Yes when said leader founded it; yes, else you would condemn him and not count him as a founder, but he is the founder so you are stuck with him;yes and they can either be in a state of purgatory or eternal judgment and it changes no catholic doctrine; no, I think some Evangelicals will support the State of Israel to the last drop of Jewish blood, but not their own with some few exceptions ..., significant numbers of younger Evangelicals do not share their parents' support of Israel, and already oppose Israel. The Catholic Church has diplomatic relations with Israel and is friendlier to the Jewish people than any other church, faith group, sect, or cult I can think of.

Just what is your problem that you seem to inevitably resort to the "Luther was an anti-Semite" screed to deal with the Reformation.

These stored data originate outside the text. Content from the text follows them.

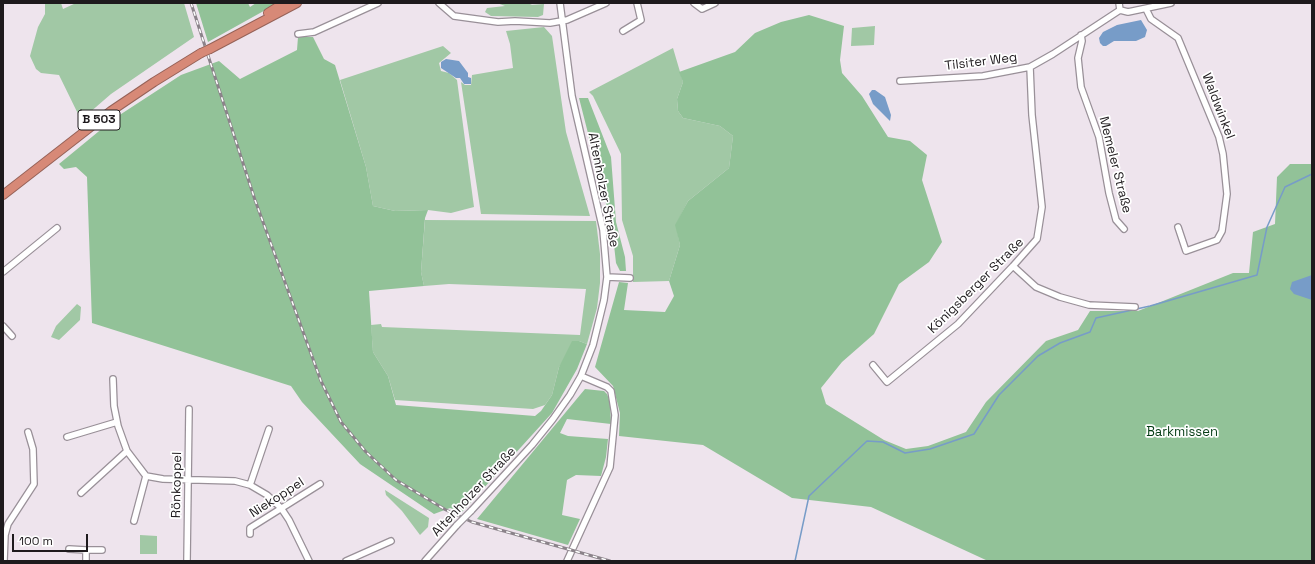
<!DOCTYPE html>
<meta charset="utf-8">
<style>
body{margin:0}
#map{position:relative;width:1315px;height:564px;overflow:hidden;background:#eee4ed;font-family:"Space Grotesk",sans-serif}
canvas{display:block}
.frame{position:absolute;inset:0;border:4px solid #1e1a1d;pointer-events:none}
.scale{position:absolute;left:12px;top:534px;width:76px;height:18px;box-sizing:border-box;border:2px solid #1e1a1d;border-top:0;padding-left:5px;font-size:12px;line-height:14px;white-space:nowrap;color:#1e1a1d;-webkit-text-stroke:3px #fff;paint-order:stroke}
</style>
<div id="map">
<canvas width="1315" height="564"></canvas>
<div class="frame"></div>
<div class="scale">100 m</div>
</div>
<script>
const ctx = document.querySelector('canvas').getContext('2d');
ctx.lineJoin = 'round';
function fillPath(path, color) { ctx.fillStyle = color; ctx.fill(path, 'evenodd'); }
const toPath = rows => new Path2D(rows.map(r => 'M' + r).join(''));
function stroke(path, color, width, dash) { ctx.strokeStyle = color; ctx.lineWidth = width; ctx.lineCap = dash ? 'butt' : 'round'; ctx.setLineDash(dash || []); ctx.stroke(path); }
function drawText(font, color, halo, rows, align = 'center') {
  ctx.font = font + ' "Space Grotesk",sans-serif'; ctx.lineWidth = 3.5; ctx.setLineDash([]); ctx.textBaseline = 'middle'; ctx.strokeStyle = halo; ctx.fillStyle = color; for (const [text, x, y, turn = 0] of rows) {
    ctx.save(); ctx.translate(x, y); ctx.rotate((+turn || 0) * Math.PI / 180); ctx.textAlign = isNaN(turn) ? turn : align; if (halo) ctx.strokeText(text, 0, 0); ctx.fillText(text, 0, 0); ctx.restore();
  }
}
fillPath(toPath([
 [45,3,61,3,63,9,76,3,184,3,194,37,111,94,81,120,59,75,41,73,36,69,30,56,38,27,45,14],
 [497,3,534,3,530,5,544,4,543,15,538,17,491,16,485,12,487,8,505,6],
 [875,26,874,45,851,46,852,28],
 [544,27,552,36,566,132,590,216,481,214,461,82,465,85,471,85,472,75,513,68,510,44,506,31],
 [443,46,451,53,439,63,441,71,449,73,457,80,474,207,451,213,428,210,395,211,373,206,366,167,340,80],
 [673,48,683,82,677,99,678,111,683,118,720,126,733,136,729,168,688,201,676,225,680,245,669,281,633,282,633,256,622,220,621,154,593,96,589,92],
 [425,220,596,221,600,254,600,283,597,308,587,344,579,341,559,367,552,395,545,405,533,409,395,400,388,376,373,352,371,325,381,324,382,327,580,335,586,289,449,284,424,286,421,272],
 [77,304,81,307,80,320,59,340,51,337,56,326],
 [385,490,429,518,428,527,420,535,402,511,386,495],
 [140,535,157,536,157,554,140,554]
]), '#a1c8a5');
fillPath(toPath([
 [196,3,248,3,250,7,256,3,278,3,208,42],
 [809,15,844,26,840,60,842,73,862,96,888,137,910,141,927,155,922,180,942,242,929,262,899,284,874,334,842,362,821,388,826,404,884,440,906,449,928,446,966,432,986,402,1046,341,1078,330,1090,311,1138,311,1233,273,1249,273,1253,232,1275,224,1277,177,1290,164,1312,164,1312,561,988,561,871,507,792,498,703,445,619,436,620,413,613,386,595,367,619,282,628,283,624,310,665,312,674,296,669,281,680,245,675,225,688,201,729,168,733,136,720,126,683,118,678,111,677,99,683,82,679,72,735,52,755,33,781,22],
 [298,37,313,37,324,59,335,65,366,167,373,206,395,211,428,210,425,218,421,272,424,286,369,291,373,352,388,376,396,405,535,416,541,411,552,395,559,367,572,341,579,341,587,344,577,369,552,413,462,512,450,508,434,514,360,464,302,402,291,386,92,323,87,177,76,167,64,169,59,164,115,118,181,75,219,61,240,79,297,50],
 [579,98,588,98,611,157,616,222,625,257,626,271,620,271,616,263,612,227],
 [585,389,604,391,607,394,610,402,611,424,567,419,560,433,568,436,608,439,606,457,601,476,576,475,567,480,562,515,580,519,568,545,477,519]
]), '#92c298');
fillPath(toPath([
 [1141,20,1147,30,1145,37,1136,41,1114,41,1106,46,1103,46,1100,43,1099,38,1103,32,1117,25],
 [446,59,459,61,468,73,468,77,471,78,471,84,464,84,460,78,456,78,441,68,441,62],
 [872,90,875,90,885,97,891,115,890,121,873,104,869,94],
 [1312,275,1312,300,1294,294,1290,289,1292,282]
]), '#779cc8');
stroke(toPath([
 [795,561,809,496,867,441,883,442,905,453,930,449,974,434,999,395,1038,356,1060,343,1090,332,1096,318,1150,306,1257,275,1267,227,1285,187,1312,174]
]), '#779cc8', 1.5);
const minor = toPath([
 [439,3,454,16,498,22,515,21,550,23,567,20,606,3],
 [694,3,702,9,715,3],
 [1119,3,1120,10],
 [1146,9,1151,19,1178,38,1219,137,1223,154,1227,194,1222,231,1217,240,1186,251,1178,227],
 [1120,10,1128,12,1171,3],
 [623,31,641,20,637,3],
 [298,34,314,32,378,3],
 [1081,35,1082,41,1078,58,1081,87,1099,137,1109,193,1116,220,1124,229],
 [900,81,983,76,1030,67,1053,54,1120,10],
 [1013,266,1036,287,1060,297,1089,305,1135,307],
 [3,272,57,228],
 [607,277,630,278],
 [3,326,12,336],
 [873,365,887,382,958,324,1013,266,1037,239,1042,207,1032,115,1030,67],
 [113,379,114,406,118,426,127,451,146,476,163,479,235,481,250,485,267,495,281,508,289,520,309,561],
 [67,437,117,422],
 [250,485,269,429],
 [81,493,127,451],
 [471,511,532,445,553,419,570,395,581,376,593,345,604,300,607,277,603,230,572,96,560,3],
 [134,521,146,476],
 [250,534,250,528,320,484],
 [69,549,86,550,86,561],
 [86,550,102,550],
 [4,561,5,535,8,524,34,484,33,449,28,432],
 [187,561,189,409],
 [346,561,391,541],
 [425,561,457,525],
 [567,561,610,467,613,436,615,415,611,391,607,387,581,376]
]);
const highway = toPath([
 [268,13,284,3],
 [210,49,297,3],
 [3,195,111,111,154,82,201,53]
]);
stroke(minor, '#999098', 8);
stroke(highway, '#966258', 10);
stroke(minor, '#fff', 5.5);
stroke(highway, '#d78977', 8);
const rail = toPath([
 [191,3,255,200,321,381,341,422,366,452,396,480,446,510,472,522,610,561]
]);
stroke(rail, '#8b838a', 3);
stroke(rail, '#fff', 1.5, [4.5]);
const minorBridge = toPath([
 [457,525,471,511]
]);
const highwayBridge = toPath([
 [201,53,210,49]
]);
stroke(minorBridge, '#999098', 8, []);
stroke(highwayBridge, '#966258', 10, []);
stroke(minorBridge, '#fff', 5.5);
stroke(highwayBridge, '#d78977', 8);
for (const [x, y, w] of [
 [99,120,42]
]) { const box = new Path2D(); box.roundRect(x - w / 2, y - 10, w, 20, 3); ctx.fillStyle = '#fff'; ctx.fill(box); stroke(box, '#1e1a1d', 1); }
drawText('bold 12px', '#1e1a1d', null, [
 ["B 503",99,120]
]);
drawText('13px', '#1e1a1d', '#fff', [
 ["Tilsiter Weg",981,62,-7],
 ["Waldwinkel",1218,106,69],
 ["Memeler Straße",1115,165,76],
 ["Altenholzer Straße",603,190,79],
 ["Königsberger Straße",976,286,-45],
 ["Rönkoppel",177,485,-89],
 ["Altenholzer Straße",474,492,-47],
 ["Niekoppel",277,498,-33]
]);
drawText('13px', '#053c15', '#fff', [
 ["Barkmissen",1182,432]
]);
</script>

Are you acting out of being a victim of anti-antisemitism that prevents you from dealing with this issue objectively and in context?

I view the Reformation built on this notorious antiSemite to be an abomination. I base it on Messiah's second commandment, parable of the sheep and goats, condemnation of the doctrine of Baalam, and so much more.

Do you wish to defend Sola Ecclesia as meaning men can require physical extermination of people even such as me as well as manifest hate of the Jewish people and work against them and end up in heaven without repentance?

Sola Ecclesia is not a Catholic doctrine; it is a Protestant ascription/assignment to Catholics, what you call a straw man. I defend the judgment of all nations, separating them into sheep and goats, based on what they did with respect to the least of Messiah's brethren.

5,749 posted on 01/12/2015 3:45:25 PM PST by af_vet_1981 (The bus came by and I got on, That's when it all began.)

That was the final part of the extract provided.